-- Task to complete --
Go through the listing below. Copy each line that has the string "controls".
────────────────────────────────────────
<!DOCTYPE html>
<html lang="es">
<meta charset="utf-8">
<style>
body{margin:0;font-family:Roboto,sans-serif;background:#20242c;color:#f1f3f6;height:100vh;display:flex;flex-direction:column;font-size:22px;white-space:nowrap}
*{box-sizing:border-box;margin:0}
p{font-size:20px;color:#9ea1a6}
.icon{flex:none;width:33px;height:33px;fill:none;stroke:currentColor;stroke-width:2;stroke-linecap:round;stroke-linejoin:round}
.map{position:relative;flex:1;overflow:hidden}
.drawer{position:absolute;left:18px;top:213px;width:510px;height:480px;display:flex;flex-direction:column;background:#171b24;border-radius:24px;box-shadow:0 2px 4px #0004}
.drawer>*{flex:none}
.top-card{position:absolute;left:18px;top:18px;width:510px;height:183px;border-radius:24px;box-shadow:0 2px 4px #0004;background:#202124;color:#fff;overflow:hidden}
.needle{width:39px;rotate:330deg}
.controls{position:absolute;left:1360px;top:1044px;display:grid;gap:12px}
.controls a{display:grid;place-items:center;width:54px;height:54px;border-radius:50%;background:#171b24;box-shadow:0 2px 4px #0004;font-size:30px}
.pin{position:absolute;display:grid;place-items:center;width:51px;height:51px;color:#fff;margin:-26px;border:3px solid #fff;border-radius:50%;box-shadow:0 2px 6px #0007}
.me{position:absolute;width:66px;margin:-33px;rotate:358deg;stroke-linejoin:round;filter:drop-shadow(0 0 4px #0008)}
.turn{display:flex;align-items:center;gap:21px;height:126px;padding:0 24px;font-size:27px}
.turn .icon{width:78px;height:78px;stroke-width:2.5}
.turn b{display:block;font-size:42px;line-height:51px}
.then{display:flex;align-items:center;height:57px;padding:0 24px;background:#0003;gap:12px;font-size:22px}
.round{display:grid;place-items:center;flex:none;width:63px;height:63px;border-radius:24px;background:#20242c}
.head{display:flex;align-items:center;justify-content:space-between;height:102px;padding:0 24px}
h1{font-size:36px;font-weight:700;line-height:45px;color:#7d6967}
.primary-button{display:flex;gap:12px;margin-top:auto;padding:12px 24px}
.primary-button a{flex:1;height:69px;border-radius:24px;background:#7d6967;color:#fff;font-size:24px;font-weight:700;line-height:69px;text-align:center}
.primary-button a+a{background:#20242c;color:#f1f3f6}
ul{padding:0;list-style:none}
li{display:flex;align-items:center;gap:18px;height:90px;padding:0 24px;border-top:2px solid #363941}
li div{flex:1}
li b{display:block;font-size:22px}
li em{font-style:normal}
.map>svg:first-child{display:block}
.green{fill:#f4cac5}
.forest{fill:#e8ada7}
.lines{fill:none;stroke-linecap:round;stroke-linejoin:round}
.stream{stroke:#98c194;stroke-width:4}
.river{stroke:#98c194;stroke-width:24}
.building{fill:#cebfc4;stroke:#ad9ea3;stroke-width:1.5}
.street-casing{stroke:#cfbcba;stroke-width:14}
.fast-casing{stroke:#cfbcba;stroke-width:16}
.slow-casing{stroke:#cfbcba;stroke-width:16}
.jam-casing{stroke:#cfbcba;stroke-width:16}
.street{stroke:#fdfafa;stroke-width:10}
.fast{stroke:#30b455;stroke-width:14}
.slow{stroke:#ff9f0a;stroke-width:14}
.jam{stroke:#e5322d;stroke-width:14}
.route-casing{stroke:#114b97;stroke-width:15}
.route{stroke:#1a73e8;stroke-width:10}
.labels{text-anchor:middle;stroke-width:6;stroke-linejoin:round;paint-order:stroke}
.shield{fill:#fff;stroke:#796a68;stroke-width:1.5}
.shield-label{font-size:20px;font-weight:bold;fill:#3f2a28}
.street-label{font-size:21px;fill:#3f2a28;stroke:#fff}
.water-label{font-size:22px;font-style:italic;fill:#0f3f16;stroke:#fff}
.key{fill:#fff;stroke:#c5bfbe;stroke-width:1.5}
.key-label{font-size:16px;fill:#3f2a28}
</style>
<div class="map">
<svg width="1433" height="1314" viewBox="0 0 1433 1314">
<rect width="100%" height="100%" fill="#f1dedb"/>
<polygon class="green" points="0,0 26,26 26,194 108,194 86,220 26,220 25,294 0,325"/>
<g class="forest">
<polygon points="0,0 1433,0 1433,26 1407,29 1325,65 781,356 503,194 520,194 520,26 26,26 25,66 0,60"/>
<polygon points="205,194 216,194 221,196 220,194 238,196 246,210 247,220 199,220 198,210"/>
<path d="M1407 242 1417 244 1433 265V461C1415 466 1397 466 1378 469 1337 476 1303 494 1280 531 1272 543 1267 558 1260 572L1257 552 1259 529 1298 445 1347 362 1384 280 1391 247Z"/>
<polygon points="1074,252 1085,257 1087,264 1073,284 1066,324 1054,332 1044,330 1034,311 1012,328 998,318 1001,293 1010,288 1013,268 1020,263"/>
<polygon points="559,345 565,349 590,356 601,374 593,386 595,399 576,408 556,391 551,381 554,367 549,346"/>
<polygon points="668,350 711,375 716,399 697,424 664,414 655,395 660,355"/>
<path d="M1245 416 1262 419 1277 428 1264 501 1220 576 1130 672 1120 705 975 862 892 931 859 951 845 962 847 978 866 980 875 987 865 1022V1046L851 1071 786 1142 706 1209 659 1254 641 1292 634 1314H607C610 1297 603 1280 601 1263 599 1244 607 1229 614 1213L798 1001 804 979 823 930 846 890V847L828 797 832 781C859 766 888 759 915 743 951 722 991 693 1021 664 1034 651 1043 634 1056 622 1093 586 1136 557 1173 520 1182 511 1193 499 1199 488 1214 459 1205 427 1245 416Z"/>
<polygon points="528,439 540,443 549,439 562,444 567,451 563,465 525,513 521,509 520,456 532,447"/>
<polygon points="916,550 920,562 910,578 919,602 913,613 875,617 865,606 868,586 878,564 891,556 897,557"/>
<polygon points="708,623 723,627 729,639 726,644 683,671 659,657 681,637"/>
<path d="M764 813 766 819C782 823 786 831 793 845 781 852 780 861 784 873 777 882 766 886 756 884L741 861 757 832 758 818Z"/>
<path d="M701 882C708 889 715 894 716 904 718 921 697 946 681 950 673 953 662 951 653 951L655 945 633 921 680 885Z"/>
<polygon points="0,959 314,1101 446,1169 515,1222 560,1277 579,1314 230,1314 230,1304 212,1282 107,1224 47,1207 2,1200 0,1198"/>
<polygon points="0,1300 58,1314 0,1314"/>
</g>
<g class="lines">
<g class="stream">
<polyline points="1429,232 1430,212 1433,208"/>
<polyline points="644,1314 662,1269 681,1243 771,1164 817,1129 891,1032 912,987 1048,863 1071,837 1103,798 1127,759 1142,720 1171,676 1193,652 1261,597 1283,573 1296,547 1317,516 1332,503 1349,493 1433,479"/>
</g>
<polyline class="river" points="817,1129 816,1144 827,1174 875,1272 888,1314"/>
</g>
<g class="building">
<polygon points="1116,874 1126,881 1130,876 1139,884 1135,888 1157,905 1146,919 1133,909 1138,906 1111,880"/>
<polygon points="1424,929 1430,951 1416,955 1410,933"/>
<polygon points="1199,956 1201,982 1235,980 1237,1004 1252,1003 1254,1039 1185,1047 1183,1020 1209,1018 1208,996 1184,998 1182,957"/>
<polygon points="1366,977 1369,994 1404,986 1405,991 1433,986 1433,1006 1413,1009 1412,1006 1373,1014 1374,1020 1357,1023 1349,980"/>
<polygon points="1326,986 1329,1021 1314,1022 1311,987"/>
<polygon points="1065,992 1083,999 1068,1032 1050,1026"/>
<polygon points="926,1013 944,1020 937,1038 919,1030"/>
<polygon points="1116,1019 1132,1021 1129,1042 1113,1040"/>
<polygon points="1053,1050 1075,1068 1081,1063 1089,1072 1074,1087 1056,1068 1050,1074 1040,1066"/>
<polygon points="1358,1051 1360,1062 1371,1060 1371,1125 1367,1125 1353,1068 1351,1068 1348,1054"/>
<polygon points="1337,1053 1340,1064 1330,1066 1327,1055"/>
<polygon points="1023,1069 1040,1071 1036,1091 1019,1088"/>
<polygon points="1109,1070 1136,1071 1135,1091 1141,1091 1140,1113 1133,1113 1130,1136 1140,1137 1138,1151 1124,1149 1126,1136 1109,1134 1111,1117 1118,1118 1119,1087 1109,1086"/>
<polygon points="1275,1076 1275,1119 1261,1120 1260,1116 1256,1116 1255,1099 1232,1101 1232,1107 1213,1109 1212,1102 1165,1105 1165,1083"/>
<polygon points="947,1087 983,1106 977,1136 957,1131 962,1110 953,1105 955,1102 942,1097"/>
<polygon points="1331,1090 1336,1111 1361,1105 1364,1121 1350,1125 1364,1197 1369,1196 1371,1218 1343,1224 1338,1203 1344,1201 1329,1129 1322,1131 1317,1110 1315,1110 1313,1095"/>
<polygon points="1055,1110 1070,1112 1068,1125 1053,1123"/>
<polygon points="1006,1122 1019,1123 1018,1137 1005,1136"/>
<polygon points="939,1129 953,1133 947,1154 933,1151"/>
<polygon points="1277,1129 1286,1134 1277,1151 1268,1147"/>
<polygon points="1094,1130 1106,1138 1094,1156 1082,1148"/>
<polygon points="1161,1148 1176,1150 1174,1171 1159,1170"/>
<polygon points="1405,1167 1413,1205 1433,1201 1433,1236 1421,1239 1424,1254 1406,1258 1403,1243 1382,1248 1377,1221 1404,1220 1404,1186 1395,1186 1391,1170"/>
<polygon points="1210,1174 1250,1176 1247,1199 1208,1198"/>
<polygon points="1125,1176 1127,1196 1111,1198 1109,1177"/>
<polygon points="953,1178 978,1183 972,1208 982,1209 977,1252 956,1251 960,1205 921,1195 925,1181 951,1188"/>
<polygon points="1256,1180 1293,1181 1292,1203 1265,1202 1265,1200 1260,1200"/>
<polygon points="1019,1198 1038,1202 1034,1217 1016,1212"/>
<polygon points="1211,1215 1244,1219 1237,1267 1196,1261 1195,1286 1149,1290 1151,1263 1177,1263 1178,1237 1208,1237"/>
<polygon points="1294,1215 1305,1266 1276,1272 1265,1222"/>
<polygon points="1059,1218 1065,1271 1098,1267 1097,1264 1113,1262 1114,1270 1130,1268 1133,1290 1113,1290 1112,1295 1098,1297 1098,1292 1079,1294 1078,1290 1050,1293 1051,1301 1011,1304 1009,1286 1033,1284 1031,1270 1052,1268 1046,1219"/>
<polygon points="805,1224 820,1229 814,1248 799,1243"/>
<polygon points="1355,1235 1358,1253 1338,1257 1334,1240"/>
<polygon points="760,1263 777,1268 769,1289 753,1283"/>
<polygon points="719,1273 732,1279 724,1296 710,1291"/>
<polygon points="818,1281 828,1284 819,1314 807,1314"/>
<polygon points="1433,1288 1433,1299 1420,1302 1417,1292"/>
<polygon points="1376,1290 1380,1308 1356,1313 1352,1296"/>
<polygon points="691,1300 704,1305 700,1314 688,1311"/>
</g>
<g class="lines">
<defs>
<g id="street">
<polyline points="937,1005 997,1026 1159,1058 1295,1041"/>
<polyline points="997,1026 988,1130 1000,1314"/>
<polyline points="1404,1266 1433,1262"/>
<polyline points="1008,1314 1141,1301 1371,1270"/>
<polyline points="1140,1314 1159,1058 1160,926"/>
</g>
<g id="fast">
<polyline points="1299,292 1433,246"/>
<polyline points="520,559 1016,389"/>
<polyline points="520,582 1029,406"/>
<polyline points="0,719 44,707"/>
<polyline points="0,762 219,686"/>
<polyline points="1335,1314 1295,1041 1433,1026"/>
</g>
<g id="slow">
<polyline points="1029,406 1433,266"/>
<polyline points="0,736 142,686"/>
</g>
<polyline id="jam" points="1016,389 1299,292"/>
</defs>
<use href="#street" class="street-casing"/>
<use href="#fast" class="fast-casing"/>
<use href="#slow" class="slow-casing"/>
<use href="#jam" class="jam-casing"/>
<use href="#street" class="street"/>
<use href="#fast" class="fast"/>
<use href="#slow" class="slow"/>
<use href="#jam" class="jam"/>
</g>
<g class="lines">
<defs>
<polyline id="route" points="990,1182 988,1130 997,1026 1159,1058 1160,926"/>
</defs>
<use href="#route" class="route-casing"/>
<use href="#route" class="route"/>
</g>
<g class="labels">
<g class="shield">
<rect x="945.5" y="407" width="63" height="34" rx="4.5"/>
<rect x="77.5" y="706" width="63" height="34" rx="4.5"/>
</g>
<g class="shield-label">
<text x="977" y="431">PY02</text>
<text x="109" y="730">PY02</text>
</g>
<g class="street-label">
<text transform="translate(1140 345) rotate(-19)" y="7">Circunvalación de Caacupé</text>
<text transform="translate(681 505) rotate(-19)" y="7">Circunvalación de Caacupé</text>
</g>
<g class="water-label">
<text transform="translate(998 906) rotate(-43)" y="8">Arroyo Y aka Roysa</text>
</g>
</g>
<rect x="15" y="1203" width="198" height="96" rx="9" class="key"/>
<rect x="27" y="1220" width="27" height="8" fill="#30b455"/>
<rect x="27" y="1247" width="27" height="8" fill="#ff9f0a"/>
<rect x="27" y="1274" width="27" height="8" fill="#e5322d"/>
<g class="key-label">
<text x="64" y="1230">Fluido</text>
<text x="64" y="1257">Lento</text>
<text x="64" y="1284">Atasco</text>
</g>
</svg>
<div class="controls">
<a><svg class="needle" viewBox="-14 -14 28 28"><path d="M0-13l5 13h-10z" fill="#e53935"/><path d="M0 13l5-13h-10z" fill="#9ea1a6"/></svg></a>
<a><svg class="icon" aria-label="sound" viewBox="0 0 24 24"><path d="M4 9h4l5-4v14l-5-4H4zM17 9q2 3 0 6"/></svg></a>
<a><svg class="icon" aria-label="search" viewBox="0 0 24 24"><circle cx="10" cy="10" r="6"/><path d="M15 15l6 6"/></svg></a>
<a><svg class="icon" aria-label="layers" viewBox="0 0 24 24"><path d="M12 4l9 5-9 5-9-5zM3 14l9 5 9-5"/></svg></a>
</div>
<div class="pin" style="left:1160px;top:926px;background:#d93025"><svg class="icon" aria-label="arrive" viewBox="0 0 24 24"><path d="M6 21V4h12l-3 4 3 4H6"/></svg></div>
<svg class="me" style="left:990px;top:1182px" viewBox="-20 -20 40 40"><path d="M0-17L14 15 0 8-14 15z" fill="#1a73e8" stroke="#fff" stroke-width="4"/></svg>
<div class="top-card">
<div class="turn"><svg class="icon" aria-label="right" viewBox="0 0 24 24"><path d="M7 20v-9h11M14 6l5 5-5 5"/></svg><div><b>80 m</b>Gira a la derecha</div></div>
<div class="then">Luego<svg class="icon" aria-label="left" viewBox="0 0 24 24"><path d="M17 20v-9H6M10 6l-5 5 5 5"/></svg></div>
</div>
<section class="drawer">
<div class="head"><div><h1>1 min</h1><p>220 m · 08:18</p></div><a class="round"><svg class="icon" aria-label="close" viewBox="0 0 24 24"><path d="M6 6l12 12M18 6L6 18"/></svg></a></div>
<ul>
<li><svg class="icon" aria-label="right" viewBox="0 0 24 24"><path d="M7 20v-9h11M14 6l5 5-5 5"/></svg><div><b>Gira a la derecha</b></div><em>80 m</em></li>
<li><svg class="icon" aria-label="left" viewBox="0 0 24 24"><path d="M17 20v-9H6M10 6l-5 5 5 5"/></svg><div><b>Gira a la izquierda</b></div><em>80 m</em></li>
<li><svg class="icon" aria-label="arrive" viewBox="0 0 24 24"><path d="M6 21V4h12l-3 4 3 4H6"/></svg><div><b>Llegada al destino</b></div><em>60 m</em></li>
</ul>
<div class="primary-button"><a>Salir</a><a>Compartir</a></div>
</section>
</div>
────────────────────────────────────────
-- Task answer --
.controls{position:absolute;left:1360px;top:1044px;display:grid;gap:12px}
.controls a{display:grid;place-items:center;width:54px;height:54px;border-radius:50%;background:#171b24;box-shadow:0 2px 4px #0004;font-size:30px}
<div class="controls">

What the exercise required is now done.